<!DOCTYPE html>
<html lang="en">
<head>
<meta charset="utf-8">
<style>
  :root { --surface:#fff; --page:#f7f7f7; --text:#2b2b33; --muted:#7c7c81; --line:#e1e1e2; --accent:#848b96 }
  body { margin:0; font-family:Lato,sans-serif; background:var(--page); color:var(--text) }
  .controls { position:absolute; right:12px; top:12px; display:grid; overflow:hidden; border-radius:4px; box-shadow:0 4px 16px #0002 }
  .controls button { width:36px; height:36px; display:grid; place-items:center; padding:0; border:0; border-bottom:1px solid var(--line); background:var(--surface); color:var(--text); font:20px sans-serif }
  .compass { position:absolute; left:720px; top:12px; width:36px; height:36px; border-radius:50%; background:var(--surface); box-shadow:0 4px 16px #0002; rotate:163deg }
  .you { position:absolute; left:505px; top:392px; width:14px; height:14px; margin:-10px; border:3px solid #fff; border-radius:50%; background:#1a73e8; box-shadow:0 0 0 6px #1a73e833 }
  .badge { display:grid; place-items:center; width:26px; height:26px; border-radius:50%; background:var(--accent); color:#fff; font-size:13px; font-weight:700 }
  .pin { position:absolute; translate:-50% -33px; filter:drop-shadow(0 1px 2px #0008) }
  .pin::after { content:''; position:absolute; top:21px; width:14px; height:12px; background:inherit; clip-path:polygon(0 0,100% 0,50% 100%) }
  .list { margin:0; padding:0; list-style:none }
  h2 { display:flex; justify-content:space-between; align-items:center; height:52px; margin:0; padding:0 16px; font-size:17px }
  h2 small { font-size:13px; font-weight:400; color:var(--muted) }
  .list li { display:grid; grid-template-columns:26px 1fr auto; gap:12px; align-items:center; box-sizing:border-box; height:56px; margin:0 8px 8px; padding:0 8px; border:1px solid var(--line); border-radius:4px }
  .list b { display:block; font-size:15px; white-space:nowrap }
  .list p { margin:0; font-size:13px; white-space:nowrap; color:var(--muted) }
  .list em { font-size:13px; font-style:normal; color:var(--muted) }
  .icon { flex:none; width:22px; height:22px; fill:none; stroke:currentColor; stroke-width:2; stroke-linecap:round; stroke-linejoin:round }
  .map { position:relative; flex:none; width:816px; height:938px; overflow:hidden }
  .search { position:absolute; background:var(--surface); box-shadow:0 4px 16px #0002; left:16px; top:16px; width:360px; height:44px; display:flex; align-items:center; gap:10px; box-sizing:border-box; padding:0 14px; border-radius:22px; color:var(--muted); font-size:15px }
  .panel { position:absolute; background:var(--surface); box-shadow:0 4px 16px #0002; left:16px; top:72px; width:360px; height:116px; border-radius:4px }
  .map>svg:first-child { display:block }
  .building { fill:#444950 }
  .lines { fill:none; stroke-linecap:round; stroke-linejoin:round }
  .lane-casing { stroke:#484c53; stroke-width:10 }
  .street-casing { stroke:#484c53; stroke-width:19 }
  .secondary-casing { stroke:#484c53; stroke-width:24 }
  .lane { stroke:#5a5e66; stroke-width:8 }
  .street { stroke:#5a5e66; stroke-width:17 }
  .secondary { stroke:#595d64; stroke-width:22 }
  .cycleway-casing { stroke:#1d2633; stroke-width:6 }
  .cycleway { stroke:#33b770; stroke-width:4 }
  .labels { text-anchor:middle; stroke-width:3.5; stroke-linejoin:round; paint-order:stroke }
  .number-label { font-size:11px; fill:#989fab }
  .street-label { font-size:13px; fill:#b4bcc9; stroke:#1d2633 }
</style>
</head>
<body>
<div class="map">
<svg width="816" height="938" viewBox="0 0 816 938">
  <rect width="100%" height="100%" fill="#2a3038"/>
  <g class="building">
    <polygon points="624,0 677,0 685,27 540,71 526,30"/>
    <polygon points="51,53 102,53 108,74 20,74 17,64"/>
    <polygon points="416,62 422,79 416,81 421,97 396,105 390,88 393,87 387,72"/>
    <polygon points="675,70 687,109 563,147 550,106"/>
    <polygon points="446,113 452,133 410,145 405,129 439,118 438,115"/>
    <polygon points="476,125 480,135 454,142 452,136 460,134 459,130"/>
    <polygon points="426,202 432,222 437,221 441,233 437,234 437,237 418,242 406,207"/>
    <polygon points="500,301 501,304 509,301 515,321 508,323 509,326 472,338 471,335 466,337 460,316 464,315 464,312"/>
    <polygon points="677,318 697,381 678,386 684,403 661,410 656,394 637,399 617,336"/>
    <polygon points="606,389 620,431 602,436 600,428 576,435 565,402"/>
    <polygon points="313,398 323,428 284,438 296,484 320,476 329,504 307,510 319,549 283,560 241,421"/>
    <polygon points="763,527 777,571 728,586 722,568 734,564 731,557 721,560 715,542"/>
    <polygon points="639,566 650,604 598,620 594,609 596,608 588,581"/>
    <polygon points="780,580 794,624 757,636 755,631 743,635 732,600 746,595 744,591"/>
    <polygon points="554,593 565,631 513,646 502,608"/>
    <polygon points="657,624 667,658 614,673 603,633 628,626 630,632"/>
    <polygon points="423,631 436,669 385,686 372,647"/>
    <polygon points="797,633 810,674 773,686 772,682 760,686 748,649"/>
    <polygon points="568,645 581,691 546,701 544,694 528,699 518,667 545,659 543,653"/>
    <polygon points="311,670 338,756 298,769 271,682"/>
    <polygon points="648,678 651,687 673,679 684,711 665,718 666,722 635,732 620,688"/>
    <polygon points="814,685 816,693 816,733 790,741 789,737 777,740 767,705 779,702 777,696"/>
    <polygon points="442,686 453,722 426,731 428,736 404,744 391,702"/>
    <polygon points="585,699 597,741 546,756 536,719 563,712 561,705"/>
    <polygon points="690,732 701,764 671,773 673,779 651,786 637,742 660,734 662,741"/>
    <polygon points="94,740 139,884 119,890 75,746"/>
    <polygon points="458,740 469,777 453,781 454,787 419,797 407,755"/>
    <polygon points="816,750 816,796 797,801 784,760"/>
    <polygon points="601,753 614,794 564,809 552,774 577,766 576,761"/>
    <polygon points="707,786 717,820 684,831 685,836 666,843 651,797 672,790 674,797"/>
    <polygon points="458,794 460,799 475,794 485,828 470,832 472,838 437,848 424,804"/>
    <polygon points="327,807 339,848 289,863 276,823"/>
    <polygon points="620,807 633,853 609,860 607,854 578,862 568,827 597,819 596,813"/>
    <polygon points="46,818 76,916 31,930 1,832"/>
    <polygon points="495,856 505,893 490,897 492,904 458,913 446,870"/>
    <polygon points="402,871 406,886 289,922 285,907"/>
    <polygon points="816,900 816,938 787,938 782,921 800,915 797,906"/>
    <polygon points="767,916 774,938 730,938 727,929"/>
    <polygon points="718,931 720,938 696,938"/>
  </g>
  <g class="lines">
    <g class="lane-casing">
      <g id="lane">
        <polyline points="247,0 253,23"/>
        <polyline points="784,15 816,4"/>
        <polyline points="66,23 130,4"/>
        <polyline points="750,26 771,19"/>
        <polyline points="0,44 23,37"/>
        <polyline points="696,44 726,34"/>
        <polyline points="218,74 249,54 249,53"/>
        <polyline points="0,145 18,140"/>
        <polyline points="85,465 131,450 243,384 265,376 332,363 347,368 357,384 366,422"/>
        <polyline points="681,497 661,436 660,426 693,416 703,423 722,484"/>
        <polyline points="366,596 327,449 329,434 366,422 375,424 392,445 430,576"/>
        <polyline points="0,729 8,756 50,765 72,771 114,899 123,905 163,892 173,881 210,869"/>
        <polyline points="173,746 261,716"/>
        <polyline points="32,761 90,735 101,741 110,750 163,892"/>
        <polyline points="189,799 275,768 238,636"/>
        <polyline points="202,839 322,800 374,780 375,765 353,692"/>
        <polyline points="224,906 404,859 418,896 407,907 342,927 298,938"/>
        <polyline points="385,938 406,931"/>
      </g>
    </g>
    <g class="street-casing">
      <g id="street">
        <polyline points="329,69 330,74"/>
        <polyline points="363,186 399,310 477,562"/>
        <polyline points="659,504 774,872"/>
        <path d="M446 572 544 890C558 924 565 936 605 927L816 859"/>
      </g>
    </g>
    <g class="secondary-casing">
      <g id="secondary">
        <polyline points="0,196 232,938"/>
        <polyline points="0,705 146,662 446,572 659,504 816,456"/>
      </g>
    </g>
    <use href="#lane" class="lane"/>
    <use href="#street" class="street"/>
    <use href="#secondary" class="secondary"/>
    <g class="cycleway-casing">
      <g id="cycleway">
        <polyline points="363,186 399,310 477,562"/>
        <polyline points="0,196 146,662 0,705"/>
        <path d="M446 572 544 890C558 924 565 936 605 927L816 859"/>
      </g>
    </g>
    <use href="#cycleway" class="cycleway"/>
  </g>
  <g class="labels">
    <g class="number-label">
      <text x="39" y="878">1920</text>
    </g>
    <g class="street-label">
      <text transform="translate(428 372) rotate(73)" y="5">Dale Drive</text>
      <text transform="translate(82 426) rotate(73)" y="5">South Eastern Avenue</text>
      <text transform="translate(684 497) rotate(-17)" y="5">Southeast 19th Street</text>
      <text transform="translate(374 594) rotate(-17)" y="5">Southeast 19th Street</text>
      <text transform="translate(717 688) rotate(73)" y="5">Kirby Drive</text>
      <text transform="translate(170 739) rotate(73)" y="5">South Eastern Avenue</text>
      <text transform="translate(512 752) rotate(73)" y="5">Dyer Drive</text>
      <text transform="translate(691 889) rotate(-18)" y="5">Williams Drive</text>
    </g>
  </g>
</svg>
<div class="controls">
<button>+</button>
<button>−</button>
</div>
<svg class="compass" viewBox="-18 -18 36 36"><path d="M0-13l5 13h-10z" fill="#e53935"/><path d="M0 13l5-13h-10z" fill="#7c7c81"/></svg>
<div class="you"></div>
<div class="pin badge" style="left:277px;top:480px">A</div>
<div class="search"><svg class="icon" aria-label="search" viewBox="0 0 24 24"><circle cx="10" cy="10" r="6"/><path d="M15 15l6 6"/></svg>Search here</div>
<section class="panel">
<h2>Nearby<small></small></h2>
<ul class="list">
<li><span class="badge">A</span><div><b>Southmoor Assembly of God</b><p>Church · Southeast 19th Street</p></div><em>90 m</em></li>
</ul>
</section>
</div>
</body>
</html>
::::::::
> Exercise brief
From the entries above, extract only the lines running from the one containing "display:grid; grid-template-columns:26px 1fr" through the one containing "#0002; left:16px; top:72px;", inclusive.

> Result of the exercise
  .list li { display:grid; grid-template-columns:26px 1fr auto; gap:12px; align-items:center; box-sizing:border-box; height:56px; margin:0 8px 8px; padding:0 8px; border:1px solid var(--line); border-radius:4px }
  .list b { display:block; font-size:15px; white-space:nowrap }
  .list p { margin:0; font-size:13px; white-space:nowrap; color:var(--muted) }
  .list em { font-size:13px; font-style:normal; color:var(--muted) }
  .icon { flex:none; width:22px; height:22px; fill:none; stroke:currentColor; stroke-width:2; stroke-linecap:round; stroke-linejoin:round }
  .map { position:relative; flex:none; width:816px; height:938px; overflow:hidden }
  .search { position:absolute; background:var(--surface); box-shadow:0 4px 16px #0002; left:16px; top:16px; width:360px; height:44px; display:flex; align-items:center; gap:10px; box-sizing:border-box; padding:0 14px; border-radius:22px; color:var(--muted); font-size:15px }
  .panel { position:absolute; background:var(--surface); box-shadow:0 4px 16px #0002; left:16px; top:72px; width:360px; height:116px; border-radius:4px }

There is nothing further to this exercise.